Ibusiness, timing is everything—even for the rich and famous. The boom time for celebrity entrepreneurship took off like a rocket around the end of 2020, and the pop stars, actors and talk show hosts who best took advantage minted fortunes in the hundreds of millions, even billions in a few cases, by putting their name on everything from cosmetics brands to TV and movie production companies. But now they, like many others, are feeling the effects of a cooling economy.
On Forbes’ list of America’s Richest Self-Made Women this year, 16 celebrities rank among the 100 entrepreneurs, executives and entertainers. In order to make the cut, candidates had to be worth at least $350 million—up from $300 million last year and $225 million in 2023.
These stars of the stage and screen are collectively worth $14.1 billion, up from $13.3 billion last year—thanks to the addition of actress Selena Gomez (No. 48), who isn’t yet a billionaire but whose estimated $700 million net worth makes up almost the entirety of that difference. Most of the other 15 stars’ fortunes are little changed from a year ago.
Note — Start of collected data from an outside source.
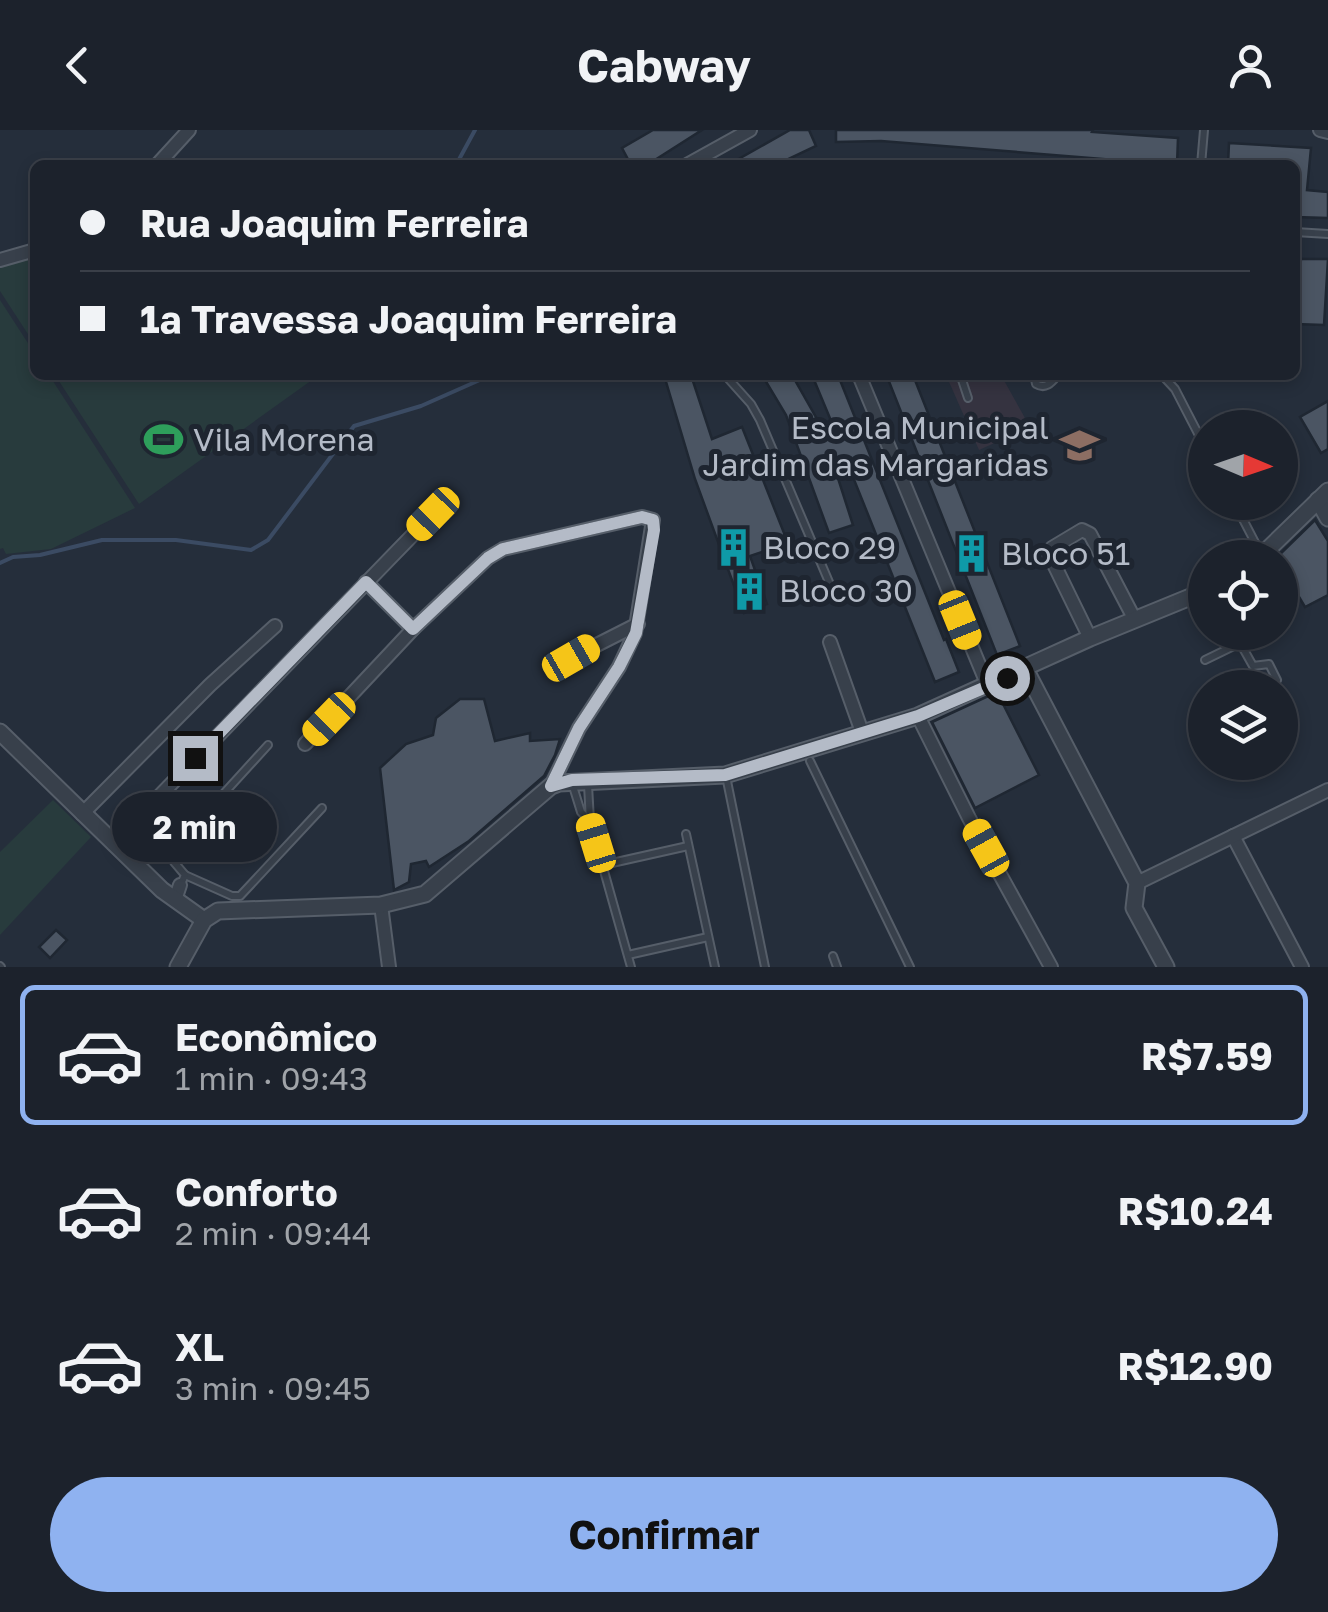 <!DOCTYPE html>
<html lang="pt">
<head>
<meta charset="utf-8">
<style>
	:root { --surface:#1c222c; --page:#252a34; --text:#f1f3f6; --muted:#a0a4a9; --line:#3a3f48; --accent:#8fb2f0 }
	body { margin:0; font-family:"Golos Text",sans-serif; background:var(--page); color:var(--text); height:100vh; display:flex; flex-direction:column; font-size:38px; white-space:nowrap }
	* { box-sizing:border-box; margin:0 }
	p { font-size:32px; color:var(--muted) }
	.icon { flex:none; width:55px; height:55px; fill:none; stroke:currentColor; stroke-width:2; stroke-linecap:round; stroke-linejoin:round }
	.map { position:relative; height:837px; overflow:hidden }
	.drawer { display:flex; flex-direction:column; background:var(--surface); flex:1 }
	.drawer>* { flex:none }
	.top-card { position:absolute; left:30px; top:30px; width:1270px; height:220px; border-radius:15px; box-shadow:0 5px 15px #0003,0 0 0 2px var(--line); display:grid; align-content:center; height:220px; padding:0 50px; background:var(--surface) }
	.needle { width:65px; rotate:92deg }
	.buttons { position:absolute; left:1188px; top:280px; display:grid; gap:20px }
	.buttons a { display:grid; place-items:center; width:110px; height:110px; border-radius:50%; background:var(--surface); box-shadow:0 5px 15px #0003,0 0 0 2px var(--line); font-size:50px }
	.end { position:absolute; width:45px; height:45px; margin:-22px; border:12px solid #b4bbc7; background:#111; box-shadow:0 0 0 5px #111 }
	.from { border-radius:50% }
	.bubble { position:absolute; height:70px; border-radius:35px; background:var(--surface); box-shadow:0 5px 15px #0003,0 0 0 2px var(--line); font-size:32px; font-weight:700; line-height:70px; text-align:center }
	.car { position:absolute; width:30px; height:60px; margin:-30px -15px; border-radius:12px; box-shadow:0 0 8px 2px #0007; background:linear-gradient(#f5c518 24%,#345 0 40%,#f5c518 0 76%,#345 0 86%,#f5c518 0) }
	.top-card b { display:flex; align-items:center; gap:35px; height:95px; font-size:38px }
	.top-card b+b { border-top:2px solid var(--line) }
	.top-card i { width:25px; height:25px; background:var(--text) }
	ul { padding:18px 0 0; list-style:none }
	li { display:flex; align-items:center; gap:30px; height:140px; margin:0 20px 15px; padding:0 30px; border:5px solid transparent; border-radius:15px }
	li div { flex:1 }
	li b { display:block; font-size:38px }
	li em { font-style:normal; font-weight:700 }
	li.active { border-color:var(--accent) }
	li>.icon { width:90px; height:90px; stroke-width:1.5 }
	.primary-button { display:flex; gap:20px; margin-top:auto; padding:20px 50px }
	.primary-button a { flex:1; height:115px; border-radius:60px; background:var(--accent); color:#111; font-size:40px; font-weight:700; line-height:115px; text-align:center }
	header { display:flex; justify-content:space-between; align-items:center; height:130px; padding:0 50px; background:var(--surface); font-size:45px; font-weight:700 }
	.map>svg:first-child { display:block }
	.medical { fill:#353340 }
	.green { fill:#283b3d }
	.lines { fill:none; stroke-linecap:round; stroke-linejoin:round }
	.stream { stroke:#3b4b63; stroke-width:4 }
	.building { fill:#4b5563; stroke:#1f2732; stroke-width:2.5 }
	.service-casing { stroke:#565e69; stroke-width:10 }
	.minor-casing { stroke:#565e69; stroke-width:16 }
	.tertiary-casing { stroke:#565e69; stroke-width:19 }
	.service { stroke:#38404b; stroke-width:6 }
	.minor { stroke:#38404b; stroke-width:12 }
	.tertiary { stroke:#38404b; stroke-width:15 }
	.route { stroke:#b4bbc7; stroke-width:12 }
	.labels { text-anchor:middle; stroke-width:10; stroke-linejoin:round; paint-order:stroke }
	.poi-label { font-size:32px; fill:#b4bbc7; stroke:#1e2530; text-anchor:start }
</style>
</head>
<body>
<header><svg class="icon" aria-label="back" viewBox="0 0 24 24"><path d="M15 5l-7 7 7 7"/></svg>Cabway<svg class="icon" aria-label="person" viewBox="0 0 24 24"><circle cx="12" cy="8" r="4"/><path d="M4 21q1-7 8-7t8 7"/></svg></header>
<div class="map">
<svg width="1328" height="837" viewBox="0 0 1328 837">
	<rect width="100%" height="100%" fill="#252e3b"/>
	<!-- medical -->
	<path class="medical" d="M946,245h55l29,52 -51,23z"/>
	<!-- green -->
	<g class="green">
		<path d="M35,126v89l-35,-54v-27z"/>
		<path d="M0,170l35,54v21h14l86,133 -84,41 -45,5 -3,-6 -3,1z"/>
		<path d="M55,245h264l-180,129z"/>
		<path d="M53,670l38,37 -91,98v-83z"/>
	</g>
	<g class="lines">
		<!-- stream -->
		<g class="stream">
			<path d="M456,35l19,-35"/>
			<path d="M0,433l13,-6 27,-2 62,-15h74l75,10 17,-10 86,-114 67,-20 70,-31"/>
		</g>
	</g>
	<!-- building -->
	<g class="building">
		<path d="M653,0h49l-55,35h-16l-9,-17z"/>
		<path d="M790,0h19l7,16 -40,19h-48z"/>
		<path d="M836,0h257l-1,2 86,6 -1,27 -296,-24 -45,1z"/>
		<path d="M1229,13l82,5 -4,42 21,2v26l-33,-1v-52h-67z"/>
		<path d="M1301,129h27l-4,66 -29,-1z"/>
		<path d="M664,245h27l21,64 30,-12 46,116 -38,13 17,48 -23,9 -49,-134z"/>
		<path d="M762,245h30l33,58 9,-5 -22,-53h26l106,265 2,-1 13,33 -24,10 -86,-215 -13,5 17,53 -24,8 -43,-118z"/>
		<path d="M897,245h16l107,271 -23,9 -109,-276z"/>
		<path d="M1328,271v48l-7,4 -21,-36z"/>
		<path d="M1315,390l13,21v54l-23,12 -25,-42v-7h-4z"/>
		<path d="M997,562l42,83 -64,33 -43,-86z"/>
		<path d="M460,569h24l11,42 35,-8v8l30,-2 -5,16 -11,21 -75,65 -40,26 -3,-6 -15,3 -2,18 -15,8 -14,-122 26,-24 27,-9 3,-17z"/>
		<path d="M56,800l11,10 -17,18 -11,-11z"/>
	</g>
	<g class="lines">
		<defs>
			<g id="service">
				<path d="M1201,35l3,-35"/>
				<path d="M1295,102l33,2"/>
				<path d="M725,245l26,29 9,16 69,162"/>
				<path d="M1034,245l2,9c10,6 16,-2 22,-9"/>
				<path d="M1162,245l13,14 30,58"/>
				<path d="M968,268l-6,-18 8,-5"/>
				<path d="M1234,372l27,52"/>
				<path d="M1234,502l19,34 16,-2 8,16 -12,8"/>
				<path d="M1205,530l35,-17"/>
				<path d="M810,631l100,206"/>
				<path d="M726,646l39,191"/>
				<path d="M572,653l9,29 9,9"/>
				<path d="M588,655l2,36 41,146"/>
				<path d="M686,704l29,133"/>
				<path d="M603,735l85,-19"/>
				<path d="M185,745l47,21h8l82,-88"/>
				<path d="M181,754l4,-9 -11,-13 1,-15 93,-102"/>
				<path d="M628,825l80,-18"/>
				<path d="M833,826l4,11"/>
				<path d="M0,836l1,1"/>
			</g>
			<g id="minor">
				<path d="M1320,0l8,2"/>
				<path d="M157,35l32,-35"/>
				<path d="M687,35l63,-35"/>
				<path d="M0,130l35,-10"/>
				<path d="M859,245l129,311"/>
				<path d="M366,452l47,47 75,-71 15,-9 139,-32 11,3 -18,113 -16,34 -40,61 -28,58"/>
				<path d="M1090,508l-41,-84 3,-6 30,-18 8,4 45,86"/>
				<path d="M830,512l32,90"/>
				<path d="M571,528l67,-34"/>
				<path d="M918,586l51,102 82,149"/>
				<path d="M305,614l108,-115"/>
				<path d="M82,684l128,-129 65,-59"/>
				<path d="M1233,706l69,131"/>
				<path d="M113,714l320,-330"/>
				<path d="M1137,753l191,-93"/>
				<path d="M175,770l5,-15"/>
				<path d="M381,775l8,62"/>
			</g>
			<g id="tertiary">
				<path d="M1318,370l10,18"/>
				<path d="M1259,428l69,-67"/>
				<path d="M1025,539l112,214 -3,25 32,59"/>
				<path d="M0,602l162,158 42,30"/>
				<path d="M178,837l26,-47 14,-9 163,-6 44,-11 126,-108 8,-3 166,-8 193,-59 172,-78 115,-47"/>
			</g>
		</defs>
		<!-- service casing -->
		<use href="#service" class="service-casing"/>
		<!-- minor casing -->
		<use href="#minor" class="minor-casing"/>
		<!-- tertiary casing -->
		<use href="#tertiary" class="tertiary-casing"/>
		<!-- service -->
		<use href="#service" class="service"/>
		<!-- minor -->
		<use href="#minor" class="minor"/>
		<!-- tertiary -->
		<use href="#tertiary" class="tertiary"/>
	</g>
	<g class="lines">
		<!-- route -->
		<path class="route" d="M195,628l171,-176 47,47 75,-71 15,-9 139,-32 11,3 1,10 -18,103 -17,34 -40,61 -28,58 21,-6 153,-5 193,-59 89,-38"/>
	</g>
	<!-- icons -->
	<defs>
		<symbol id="stadium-bare" viewBox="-9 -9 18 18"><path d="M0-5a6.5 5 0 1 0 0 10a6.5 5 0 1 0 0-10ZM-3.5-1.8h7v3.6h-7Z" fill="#2e9e5b" stroke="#1e2530" stroke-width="2.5" paint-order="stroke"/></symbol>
		<symbol id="school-bare" viewBox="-9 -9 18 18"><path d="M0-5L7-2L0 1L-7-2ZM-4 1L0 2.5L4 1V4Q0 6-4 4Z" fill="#8d6e63" stroke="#1e2530" stroke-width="2.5" paint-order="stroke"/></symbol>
		<symbol id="building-bare" viewBox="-9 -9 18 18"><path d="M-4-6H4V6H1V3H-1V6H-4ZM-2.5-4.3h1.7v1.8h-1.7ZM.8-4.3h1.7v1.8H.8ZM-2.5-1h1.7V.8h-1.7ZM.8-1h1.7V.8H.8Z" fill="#0f9aa8" stroke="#1e2530" stroke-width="2.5" paint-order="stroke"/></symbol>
	</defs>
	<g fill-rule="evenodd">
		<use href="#stadium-bare" x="136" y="282" width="55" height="55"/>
		<use href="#school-bare" x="1052" y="288" width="55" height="55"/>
		<use href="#building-bare" x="706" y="390" width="55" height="55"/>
		<use href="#building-bare" x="944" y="396" width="55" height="55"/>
		<use href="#building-bare" x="722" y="434" width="55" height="55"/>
	</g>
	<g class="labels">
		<!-- poi labels -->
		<g class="poi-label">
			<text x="1049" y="309" text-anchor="end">Escola Municipal<tspan x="1049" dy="37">Jardim das Margaridas</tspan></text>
			<text x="193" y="321">Vila Morena</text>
			<text x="763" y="429">Bloco 29</text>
			<text x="1001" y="435">Bloco 51</text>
			<text x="779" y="472">Bloco 30</text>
		</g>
	</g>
</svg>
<div class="buttons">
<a><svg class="needle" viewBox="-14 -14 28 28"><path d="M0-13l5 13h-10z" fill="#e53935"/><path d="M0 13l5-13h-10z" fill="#a0a4a9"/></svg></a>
<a><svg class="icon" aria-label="locate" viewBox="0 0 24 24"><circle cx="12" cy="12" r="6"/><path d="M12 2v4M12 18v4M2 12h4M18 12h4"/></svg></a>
<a><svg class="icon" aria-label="layers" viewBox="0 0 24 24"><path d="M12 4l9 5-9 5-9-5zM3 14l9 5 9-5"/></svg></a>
</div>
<i class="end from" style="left:1007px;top:548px"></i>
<i class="end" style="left:195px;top:628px"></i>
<div class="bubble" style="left:112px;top:662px;width:165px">2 min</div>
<i class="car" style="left:433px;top:384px;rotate:224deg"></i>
<i class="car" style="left:960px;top:490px;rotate:158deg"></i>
<i class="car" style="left:571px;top:528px;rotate:60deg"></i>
<i class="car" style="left:329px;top:589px;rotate:224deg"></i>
<i class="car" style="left:596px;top:713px;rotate:343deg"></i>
<i class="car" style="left:986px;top:718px;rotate:331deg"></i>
<div class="top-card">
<b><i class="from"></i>Rua Joaquim Ferreira</b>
<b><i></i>1ª Travessa Joaquim Ferreira</b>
</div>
</div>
<section class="drawer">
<ul>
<li class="active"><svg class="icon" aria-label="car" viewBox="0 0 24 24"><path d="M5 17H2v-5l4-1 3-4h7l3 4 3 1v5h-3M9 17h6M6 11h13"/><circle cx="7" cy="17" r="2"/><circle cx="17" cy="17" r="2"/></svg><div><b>Econômico</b><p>1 min · 09:43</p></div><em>R$7.59</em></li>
<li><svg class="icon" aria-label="car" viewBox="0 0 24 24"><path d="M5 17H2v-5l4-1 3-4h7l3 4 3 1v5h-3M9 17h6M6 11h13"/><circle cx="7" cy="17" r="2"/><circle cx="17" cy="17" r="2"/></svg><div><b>Conforto</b><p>2 min · 09:44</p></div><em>R$10.24</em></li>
<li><svg class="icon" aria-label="car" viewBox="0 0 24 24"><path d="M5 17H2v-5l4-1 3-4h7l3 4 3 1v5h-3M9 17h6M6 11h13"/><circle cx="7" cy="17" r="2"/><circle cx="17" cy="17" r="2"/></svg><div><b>XL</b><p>3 min · 09:45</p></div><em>R$12.90</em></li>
</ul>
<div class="primary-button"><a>Confirmar</a></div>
</section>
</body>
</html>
Gomez launched her cosmetics company Rare Beauty at the start of the celebrity business boom, in September 2020, and it disclosed $367 million in revenue by 2023. Similarly, Judy Sheindlin (No. 61) signed a mega deal in late 2020 to move her eponymous TV arbitration show to Amazon Prime; pop star Rihanna (No. 35) raised money for her Savage x Fenty lingerie brand at a $1 billion valuation in early 2021; Madonna (No. 42) signed a lucrative new deal with Warner Music that summer; and, perhaps most notably, movie star Reese Witherspoon (No. 82) sold a majority stake in her production company Hello Sunshine in August 2021 at a reported $900 million valuation.
The Hello Sunshine sale is now referenced regularly throughout Hollywood as the peak of a celebrity production bubble. At the time of the acquisition by Blackstone-backed Candle Media, the company projected $80 million in profit by 2023. But according to an October 2023 report in Bloomberg, it produced less than $10 million that year, and the pace of new productions has only continued to slow in the two years since. As of 2025, Forbes estimates Hello Sunshine is worth less than a third of its sale price. (A representative for Witherspoon disagreed with Forbes, but offered no guidance.)